■ Extracted records:
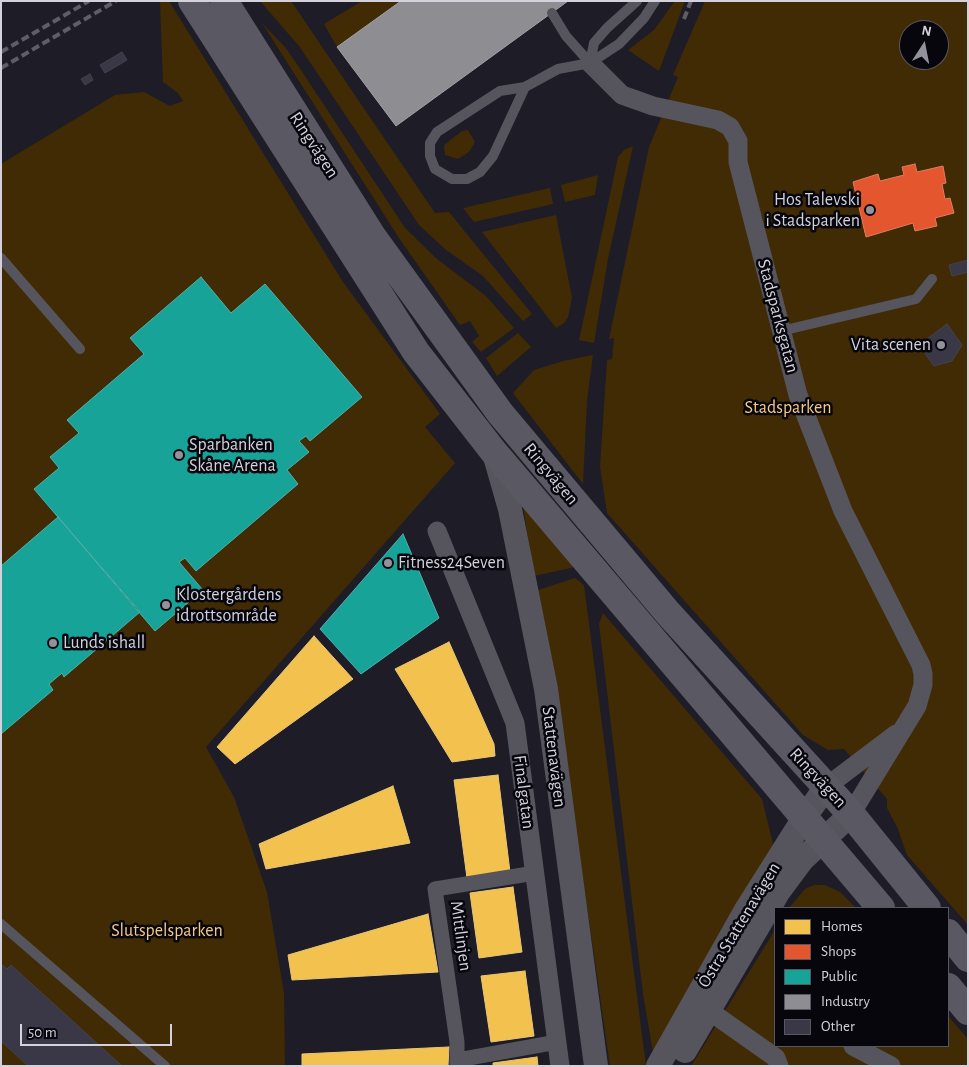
<!DOCTYPE html>
<html>
<head>
<meta charset="utf-8">
<style>
  body { margin:0 }
  #map { position:relative; width:969px; height:1067px; overflow:hidden; background:#1e1c26; font-family:"Alegreya Sans",sans-serif }
  canvas { display:block }
  .frame { position:absolute; inset:0; border:2px solid #d2d1dc; pointer-events:none }
  .legend { position:absolute; left:774px; top:907px; width:175px; height:140px; box-sizing:border-box; background:#06060c; border:1px solid #58575f; margin:0; padding:6px 9px; list-style:none; font-size:15px; color:#d2d1dc }
  .legend li { display:flex; align-items:center; gap:10px; height:25px }
  .legend b { width:25px; border:1px solid #58575f }
  .north { position:absolute; left:899px; top:20px; width:50px; height:50px; box-sizing:border-box; background:#06060c; border:1px solid #58575f; border-radius:50%; rotate:11deg; font-size:14px; font-weight:700; line-height:20px; text-align:center; color:#d2d1dc }
  .north::after { content:''; display:block; margin:auto; width:18px; height:22px; background:#93929c; clip-path:polygon(50% 0,100% 100%,50% 72%,0 100%) }
  .scale { position:absolute; left:20px; top:1024px; width:152px; height:22px; box-sizing:border-box; border:2px solid #d2d1dc; border-top:0; padding-left:6px; font-size:15px; line-height:18px; white-space:nowrap; color:#d2d1dc; -webkit-text-stroke:4px #06060c; paint-order:stroke }
</style>
</head>
<body>
<div id="map">
<canvas width="969" height="1067"></canvas>
<div class="frame"></div>
<ul class="legend">
<li><b style="height:14px;background:#f2c14e"></b>Homes</li>
<li><b style="height:14px;background:#e4572e"></b>Shops</li>
<li><b style="height:14px;background:#17a398"></b>Public</li>
<li><b style="height:14px;background:#8d8d92"></b>Industry</li>
<li><b style="height:14px;background:#3a3746"></b>Other</li>
</ul>
<div class="north">N</div>
<div class="scale">50 m</div>
</div>
<script>
const c = document.querySelector('canvas').getContext('2d');
c.lineJoin = 'round';
function fill(path, color) {
  c.fillStyle = color;
  c.fill(path, 'evenodd');
}
function shape(rows) {
  const path = new Path2D();
  for (const r of rows) {
    path.moveTo(r[0], r[1]);
    for (let i = 2; i < r.length; i += 2) path.lineTo(r[i], r[i + 1]);
  }
  return path;
}
function strokePath(path, color, width, dash) {
  c.strokeStyle = color;
  c.lineWidth = width;
  c.lineCap = dash ? 'butt' : 'round';
  c.setLineDash(dash || []);
  c.stroke(path);
}
function drawText(font, color, halo, rows, align = 'center') {
  c.font = font + ' "Alegreya Sans",sans-serif';
  c.lineWidth = 5;
  c.setLineDash([]);
  c.textBaseline = 'middle';
  c.strokeStyle = halo;
  c.fillStyle = color;
  for (const [text, x, y, turn = 0] of rows) {
    c.save();
    c.translate(x, y);
    c.rotate((+turn || 0) * Math.PI / 180);
    c.textAlign = isNaN(turn) ? turn : align;
    if (halo) c.strokeText(text, 0, 0);
    c.fillText(text, 0, 0);
    c.restore();
  }
}
fill(shape([
  [160,1,169,1,343,282,440,414,425,427,455,463,206,747,234,797,267,892,284,993,285,1066,1,1066,1,164,115,95,144,92,170,106,183,101,178,93,163,82],
  [260,1,291,1,435,213,449,212,532,314,523,321,483,276,446,250,419,225,299,46],
  [362,1,401,1,337,47,324,24],
  [675,1,685,1,659,71,628,50,654,30],
  [705,1,968,1,968,925,907,855,898,829,887,808,887,799,844,749,828,750,803,735,607,513,600,467,607,360,612,359,614,338,609,339,649,147,678,77,673,75],
  [909,30,939,30,939,60,909,60],
  [262,23,285,47,299,67,405,228,437,259,486,296,514,328,481,352,472,342,479,336,470,321,460,325,399,238],
  [468,130,475,142,469,152,458,159,445,155,444,145,462,131],
  [633,146,608,259,594,343,579,340,618,157,624,150],
  [598,175,595,195,565,202,561,185],
  [550,188,553,204,474,222,463,208],
  [556,215,572,298,568,317,564,323,556,328,482,232],
  [518,333,531,347,497,376,486,358],
  [593,355,587,401,583,484,513,393,534,370,563,361],
  [523,506,575,567,534,576],
  [575,578,584,585,646,1066,610,1066,565,754,538,590],
  [603,613,762,799,773,844,773,852,655,1064,643,994,599,624],
  [814,885,825,885,840,892,856,908,789,908,805,889],
  [775,930,775,1046,948,1046,948,1016,968,1039,968,1066,691,1066]
]), '#412b05');
const homes = shape([
  [314,636,353,679,235,764,217,747,314,636],
  [449,642,494,744,495,756,452,762,395,669,449,642],
  [498,775,510,872,467,878,454,780,498,775],
  [393,786,410,843,266,869,259,844,393,786],
  [513,887,522,952,479,958,470,893,513,887],
  [428,914,438,972,292,980,288,955,428,914],
  [525,971,534,1036,491,1042,481,976,525,971],
  [449,1047,448,1066,302,1066,302,1054,449,1047],
  [537,1057,538,1066,493,1066,493,1063,537,1057]
]);
fill(homes, '#f2c14e');
strokePath(homes, '#e8c679', 1);
const shops = shape([
  [915,164,917,172,943,166,946,183,942,184,945,199,950,198,954,213,935,218,937,226,915,231,913,223,866,237,853,182,878,174,880,181,904,175,902,167,915,164]
]);
fill(shops, '#e4572e');
strokePath(shops, '#df7c62', 1);
const public = shape([
  [201,277,231,313,265,284,362,397,310,441,306,436,299,441,309,452,287,470,298,484,196,571,185,558,179,562,203,590,155,631,34,489,59,468,50,457,79,433,67,420,144,354,130,338,201,277],
  [58,517,140,612,64,677,62,673,49,684,53,690,1,734,1,566,58,517],
  [403,534,439,618,361,674,320,629,403,534]
]);
fill(public, '#17a398');
strokePath(public, '#4fb1ac', 1);
const industry = shape([
  [401,1,568,1,396,126,337,47,401,1]
]);
fill(industry, '#8d8d92');
strokePath(industry, '#a2a1a8', 1);
const building = shape([
  [122,52,127,60,105,73,100,65,122,52],
  [90,74,93,80,85,85,81,79,90,74],
  [968,260,968,272,952,276,949,265,968,260],
  [947,324,962,345,952,361,934,366,919,345,947,324],
  [1,964,7,969,11,965,122,1066,28,1066,1,1041,1,964]
]);
fill(building, '#3a3746');
strokePath(building, '#44424a', 1);
strokePath(shape([
  [552,13,566,36,590,63],
  [590,63,594,43,607,28,637,1],
  [525,87,493,156,480,172,467,179,452,179,435,169,430,156,430,143,437,132,500,91,525,87,558,69,590,63,619,44,644,18,655,1],
  [1,258,80,349],
  [781,331,916,299,932,279],
  [1,924,165,1066]
]), '#56555e', 10);
strokePath(shape([
  [458,1060,557,1042],
  [457,1066,457,1042,435,889,535,873]
]), '#56555e', 15);
strokePath(shape([
  [590,63,622,95,653,106,718,120,730,127,738,141,738,162,798,395,843,511,921,665,923,674,923,685,917,706,851,814],
  [437,531,515,723,560,1066],
  [826,787,896,734],
  [696,1006,708,1010,776,1058,779,1066],
  [853,1046,891,1066]
]), '#56555e', 19);
strokePath(shape([
  [494,453,510,509,546,689,596,1066],
  [685,1051,779,891,802,860,851,814],
  [658,1066,746,910,804,818,826,787]
]), '#56555e', 24);
strokePath(shape([
  [192,1,416,352,493,451,881,908],
  [224,1,372,236,500,413,668,613,851,814,927,908],
  [948,933,968,958],
  [948,987,968,1011]
]), '#5a5862', 28);
strokePath(shape([
  [684,19,691,1],
  [1,52,89,1],
  [1,68,116,1]
]), '#5f5d66', 4, [8, 4]);
for (const [x, y, r, color] of [
  [870,210,5,"#93929c"],
  [941,345,5,"#93929c"],
  [179,455,5,"#93929c"],
  [388,563,5,"#93929c"],
  [166,605,5,"#93929c"],
  [53,643,5,"#93929c"]
]) {
  const dot = new Path2D();
  dot.arc(x, y, r, 0, 2 * Math.PI);
  c.fillStyle = color;
  c.fill(dot);
  strokePath(dot, '#06060c', 2);
}
drawText('18px', '#d2d1dc', '#06060c', [
  ["Ringvägen",314,145,57],
  ["Stadsparksgatan",778,316,75],
  ["Ringvägen",551,474,50],
  ["Stattenavägen",554,757,83],
  ["Ringvägen",818,778,47],
  ["Finalgatan",524,792,83],
  ["Östra Stattenavägen",739,925,-59],
  ["Mittlinjen",461,936,82]
]);
drawText('18px', '#d2d1dc', '#06060c', [
  ["Hos Talevski",860,200,"right"],
  ["i Stadsparken",860,221,"right"],
  ["Vita scenen",931,345,"right"],
  ["Sparbanken",189,445],
  ["Skåne Arena",189,466],
  ["Fitness24Seven",398,563],
  ["Klostergårdens",176,595],
  ["idrottsområde",176,616],
  ["Lunds ishall",63,643]
], 'left');
drawText('18px', '#f7c987', '#06060c', [
  ["Stadsparken",788,408],
  ["Slutspelsparken",167,931]
]);
</script>
</body>
</html>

■ Brief:
Reproduce every line above that contains the string "none".

■ Exercise answer:
  .frame { position:absolute; inset:0; border:2px solid #d2d1dc; pointer-events:none }
  .legend { position:absolute; left:774px; top:907px; width:175px; height:140px; box-sizing:border-box; background:#06060c; border:1px solid #58575f; margin:0; padding:6px 9px; list-style:none; font-size:15px; color:#d2d1dc }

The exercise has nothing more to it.